第7話

ある日
19
2019/01/01 12:46
(これは何日目の朝だろうか)
そんなことをぼーっと考えながら朱里は目を開ける。凛の顔。優しいおはようの声。それだけ伝えて直ぐに部屋をでる。もう気にもとめない。こんな日が何日続いたのか朱里には知る手段がなかった。携帯など隠し持っていれるわけでもなく、部屋にはテレビや電話は愚か、カレンダー、時計ですらない。気温から推測するにおそらく3月初めと言ったところか。そんな予想をしながらパンケーキにかじりつく。この頃になると朱里は脱出を諦めていた。そして、これが最後の食事になることもわかっていた。パンケーキを食べ終え、キッチンへ向かう。お目当ての銀の刃を取り出す。彼女はそれを高く高く掲げてこの20年間を、いや正確には5年間を思い出す。くだらない人生だったなと1人で笑う。
「お父さん、お母さんごめんね。私は幸せだったよ。」
そう呟いて刃を喉元目がけて勢いよく突き刺す。

生暖かく、赤い液体が彼女を包み込む。

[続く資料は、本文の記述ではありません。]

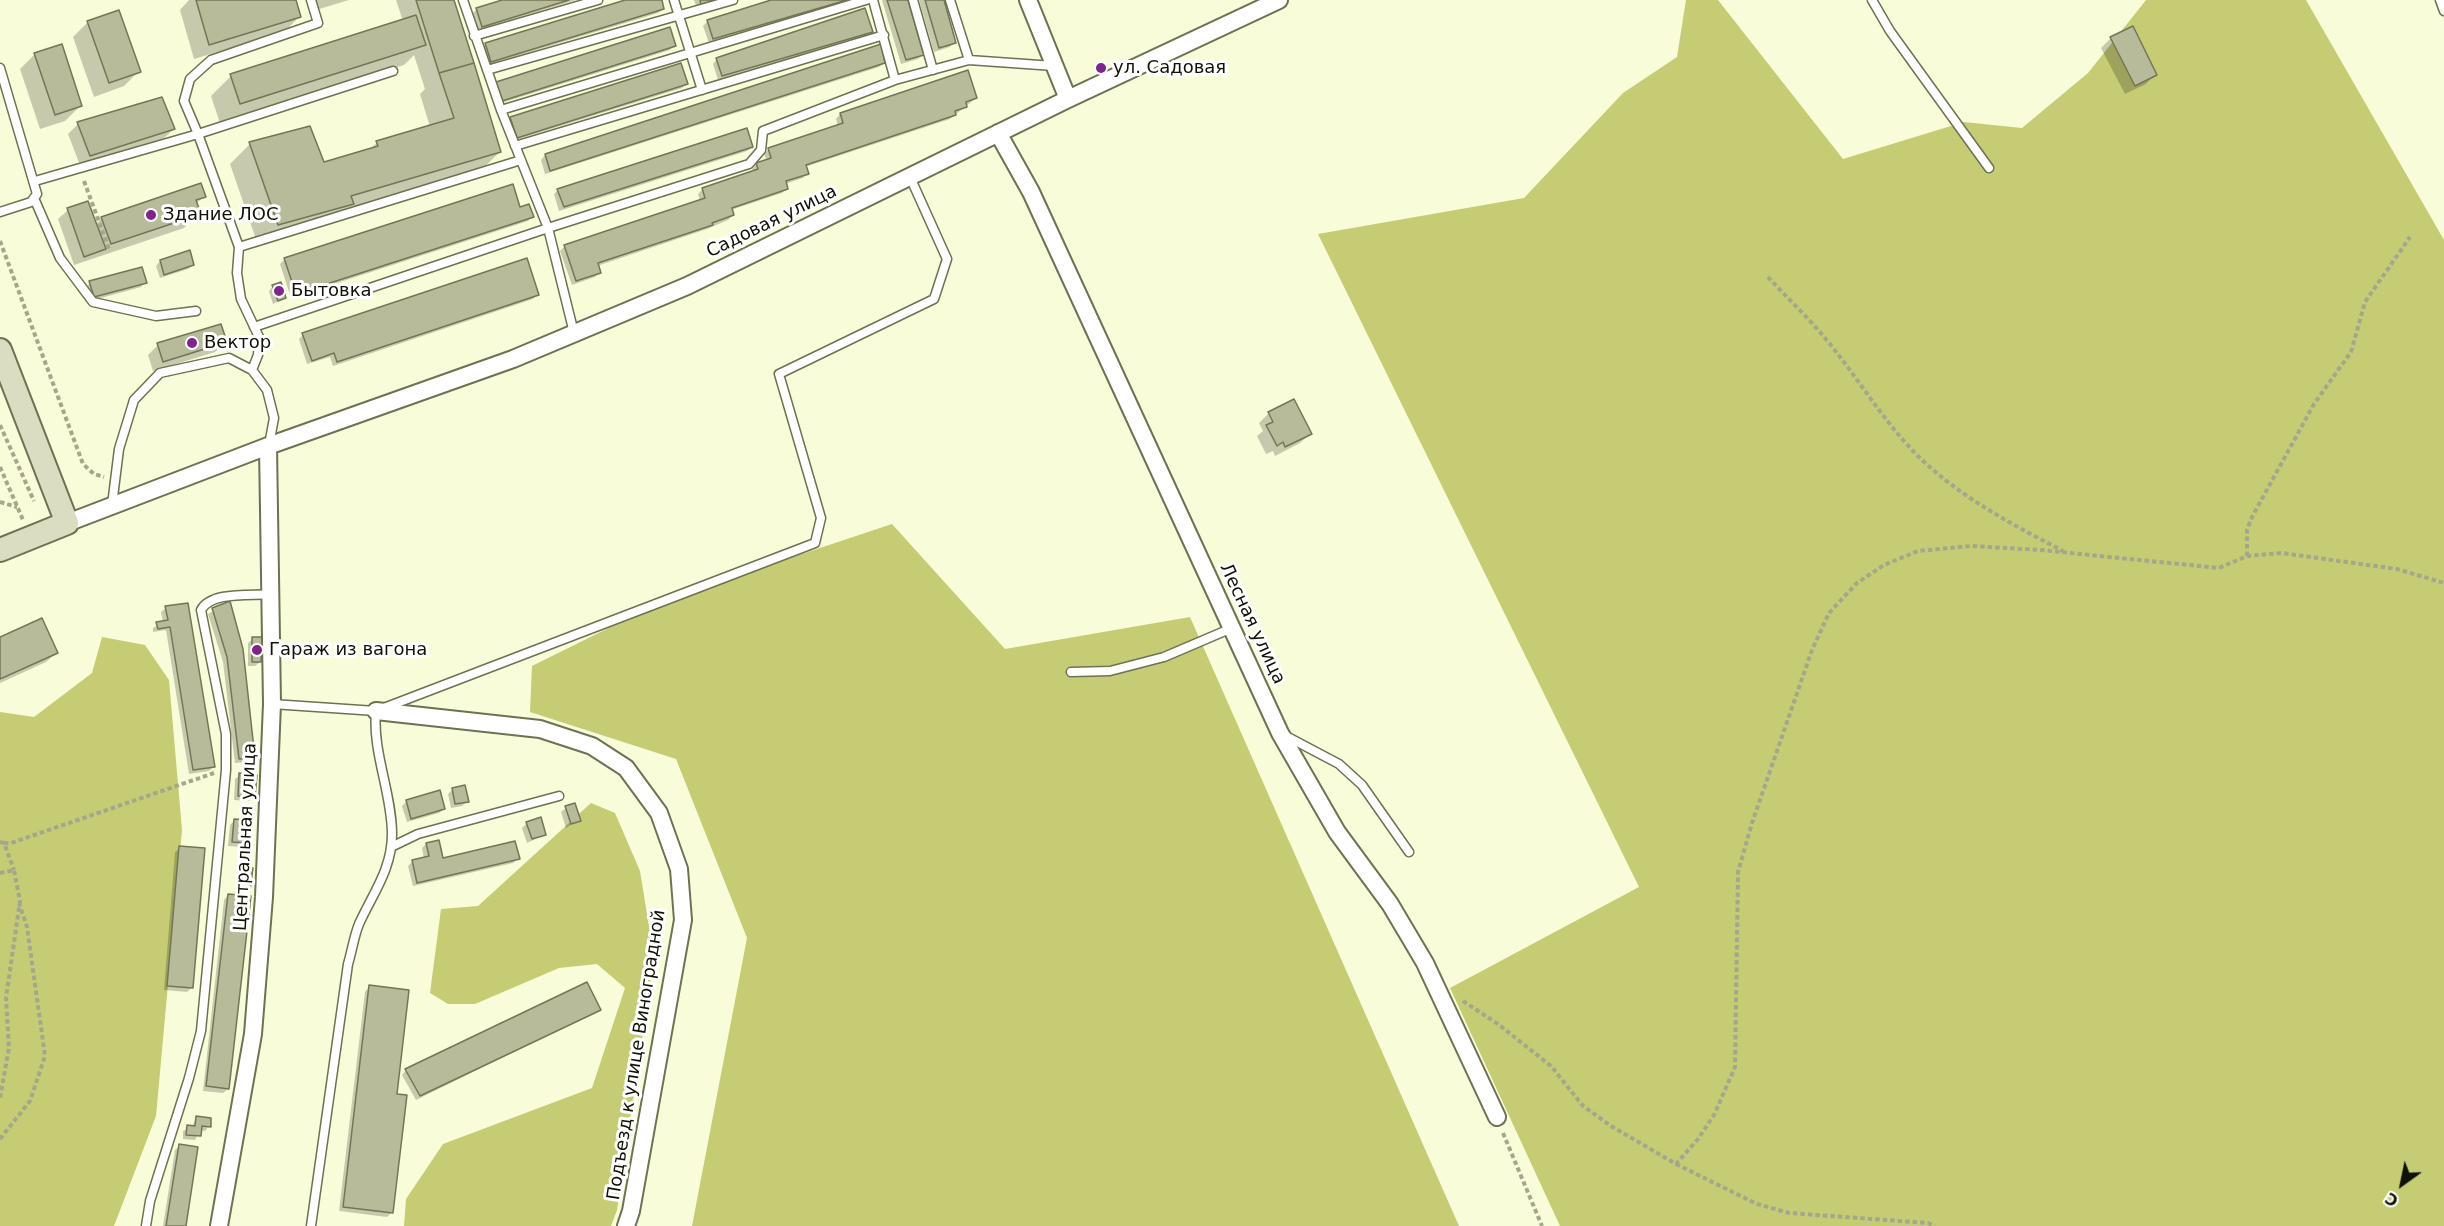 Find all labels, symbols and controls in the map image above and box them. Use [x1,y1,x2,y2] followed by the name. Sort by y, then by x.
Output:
[1113,57,1226,79] place label: ул. Садовая
[1094,61,1108,75] marker: ул. Садовая
[703,181,841,263] street label: Садовая улица
[163,204,279,226] place label: Здание ЛОС
[144,208,158,222] marker: Здание ЛОС
[291,280,372,302] place label: Бытовка
[272,284,286,298] marker: Бытовка
[204,332,271,354] place label: Вектор
[185,336,199,350] marker: Вектор
[1215,560,1289,688] street label: Лесная улица
[269,639,427,661] place label: Гараж из вагона
[250,643,264,657] marker: Гараж из вагона
[230,742,262,932] street label: Центральная улица
[603,908,671,1202] street label: Подъезд к улице Виноградной
[2372,1154,2432,1214] north arrow
[2382,1188,2402,1211] text: С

異変に感じたのは少し時間が経ってからだった。彼女の体に痛みなどなく、指は自分の意識で動く。
彼女はゆっくりと目を開ける。衝撃だった。彼女がさしたはずの刃は何かの腕を貫いて、赤く輝いている。視線をあげる。
「朱里さん、怪我はないですか?ふふふ、なら良かったです。」

私の予想は外れたのか……
私たちの頭上では雪がチラチラと降っていた。